Activity - A verbatim copy of all the data is required, minus any images.

Data provided -
+++

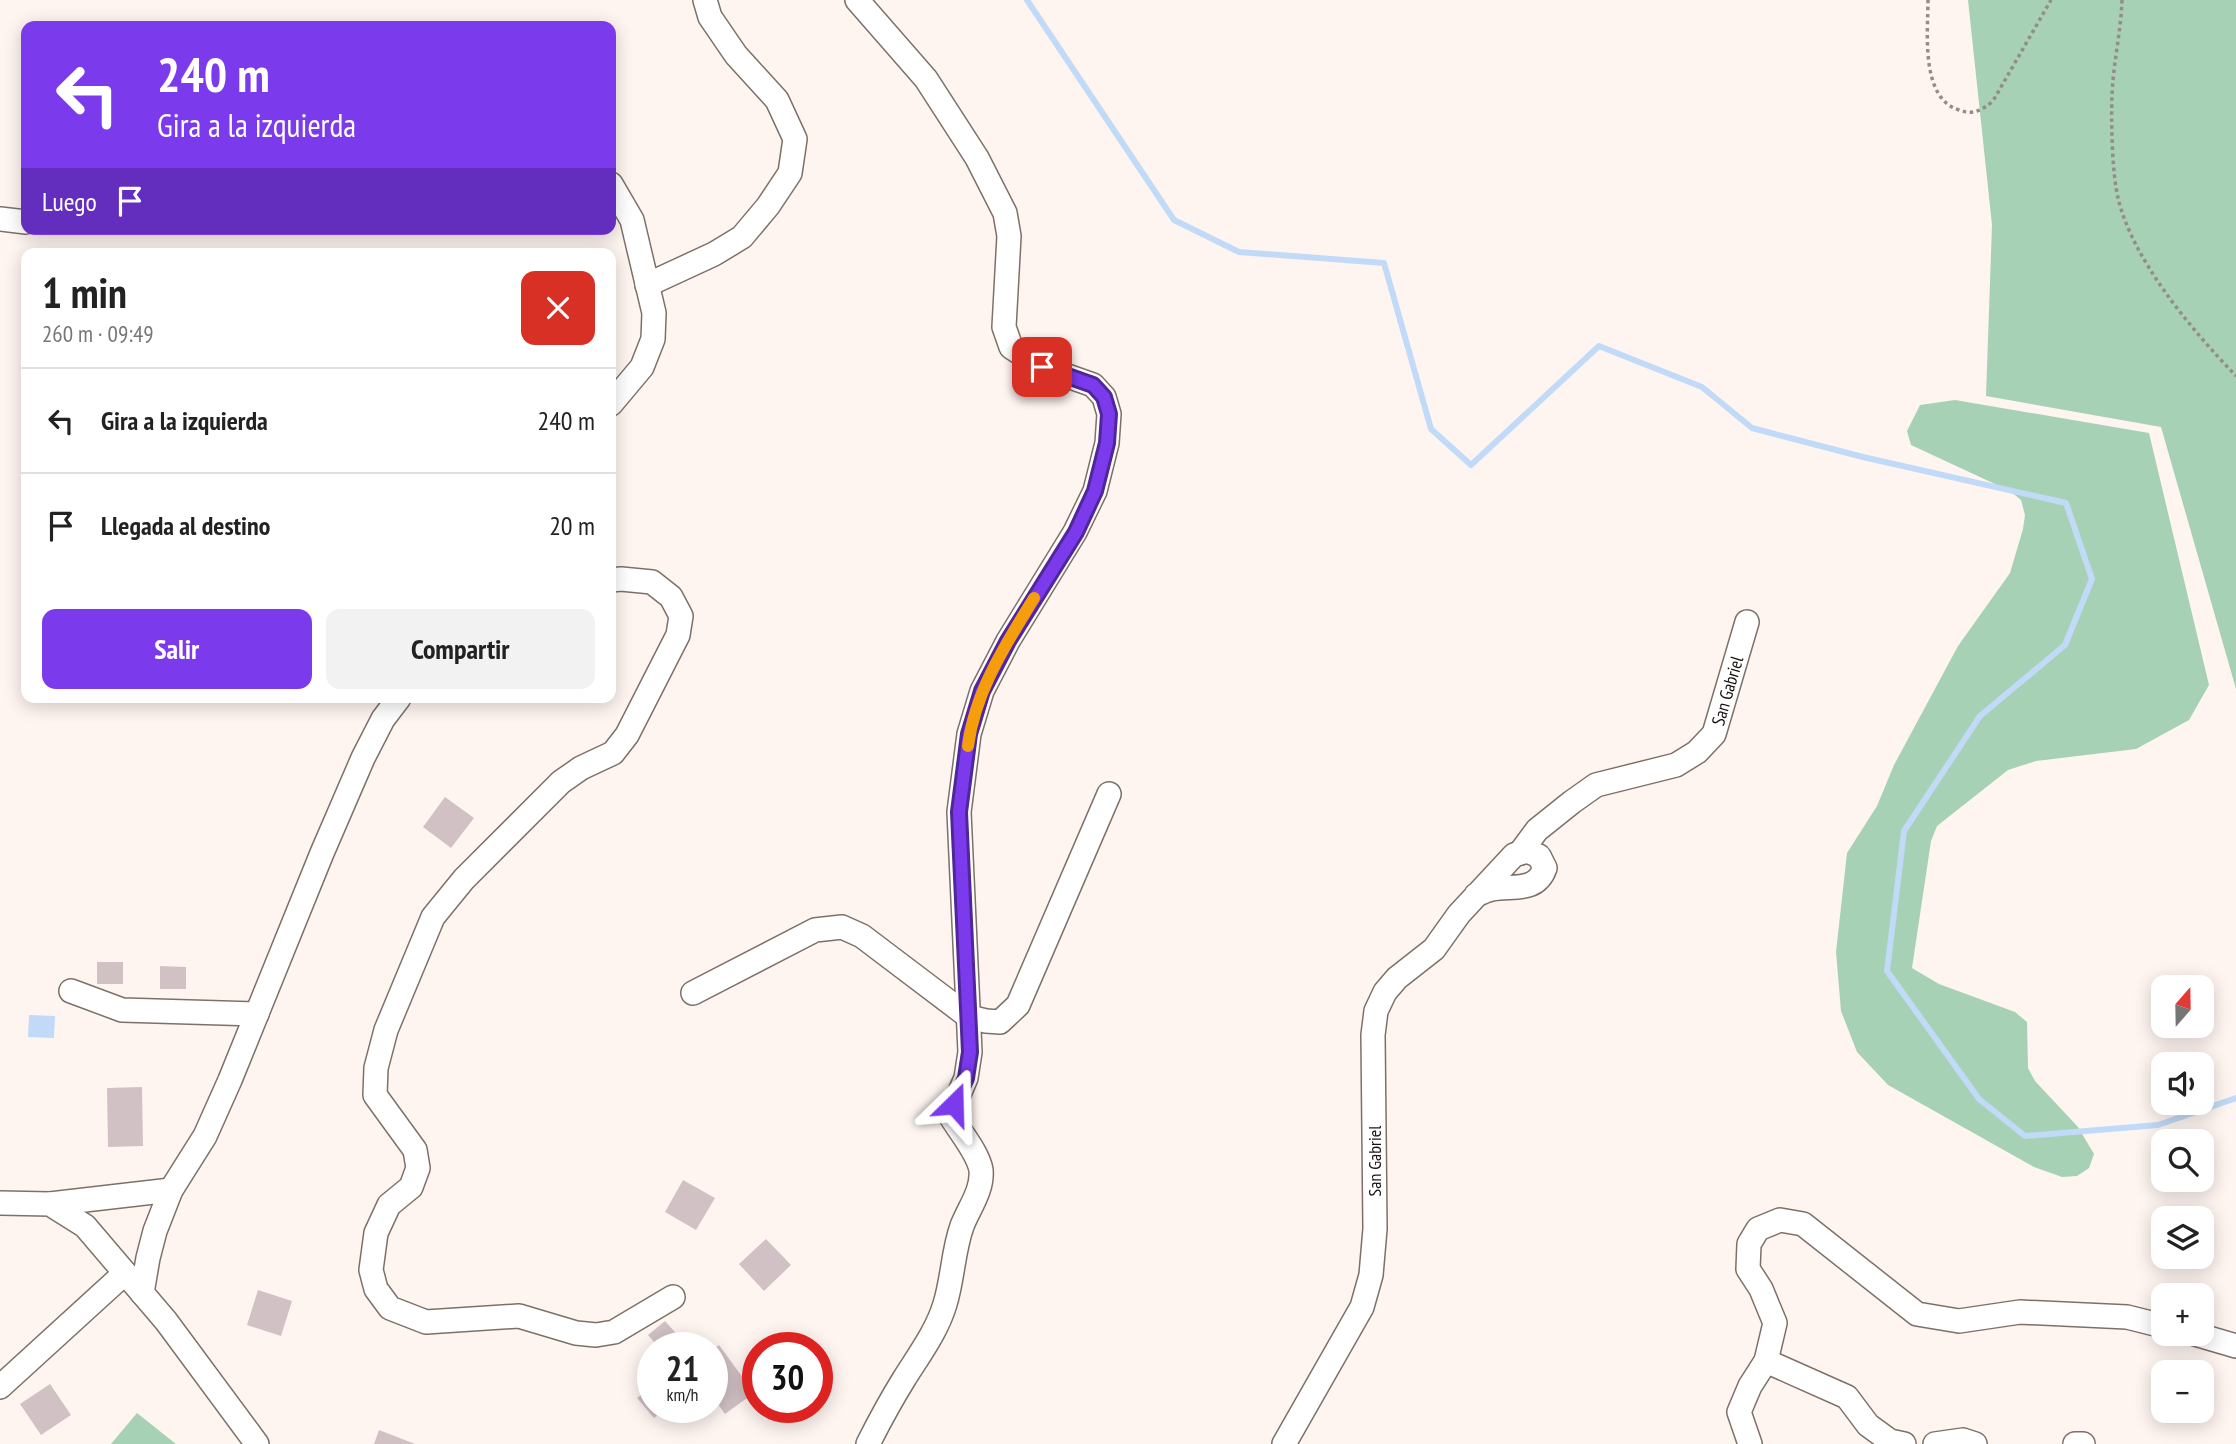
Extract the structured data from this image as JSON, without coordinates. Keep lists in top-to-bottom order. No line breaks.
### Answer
{"streets":{"street":["San Gabriel"]},"north":"top","page":{"turn":["240 m","Gira a la izquierda"],"then":"Luego","heading":["1 min","260 m · 09:49"],"list":[{"name":"Gira a la izquierda","value":"240 m"},{"name":"Llegada al destino","value":"20 m"}],"buttons":["Salir","Compartir"],"map_buttons":["+","−"],"speed":"21 km/h","limit":"30"}}
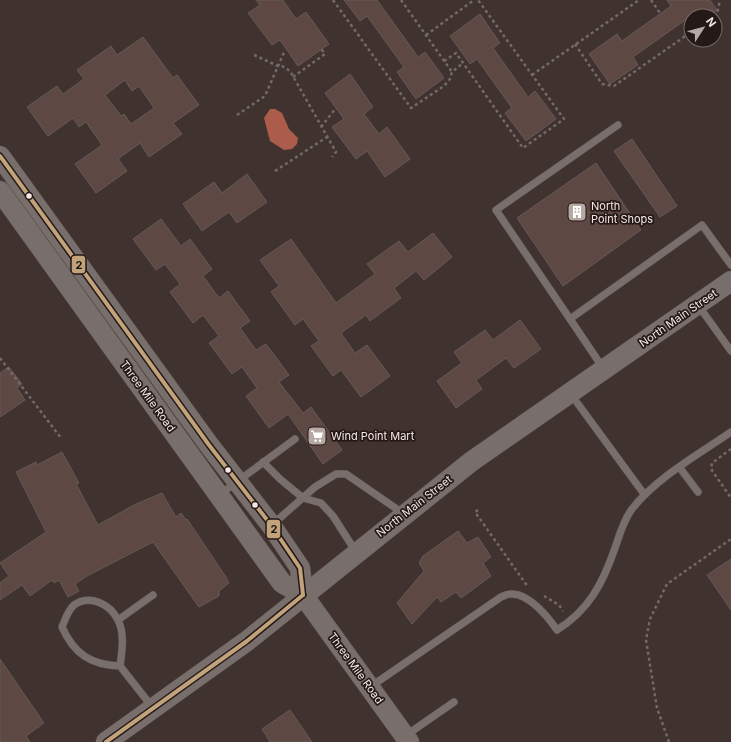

+++

Answer area -
Extract the structured data from this image as JSON, without coordinates. Keep lists in top-to-bottom order. No line breaks.
### Answer
{"streets":{"street":["San Gabriel"]},"north":"top","page":{"turn":["240 m","Gira a la izquierda"],"then":"Luego","heading":["1 min","260 m · 09:49"],"list":[{"name":"Gira a la izquierda","value":"240 m"},{"name":"Llegada al destino","value":"20 m"}],"buttons":["Salir","Compartir"],"map_buttons":["+","−"],"speed":"21 km/h","limit":"30"}}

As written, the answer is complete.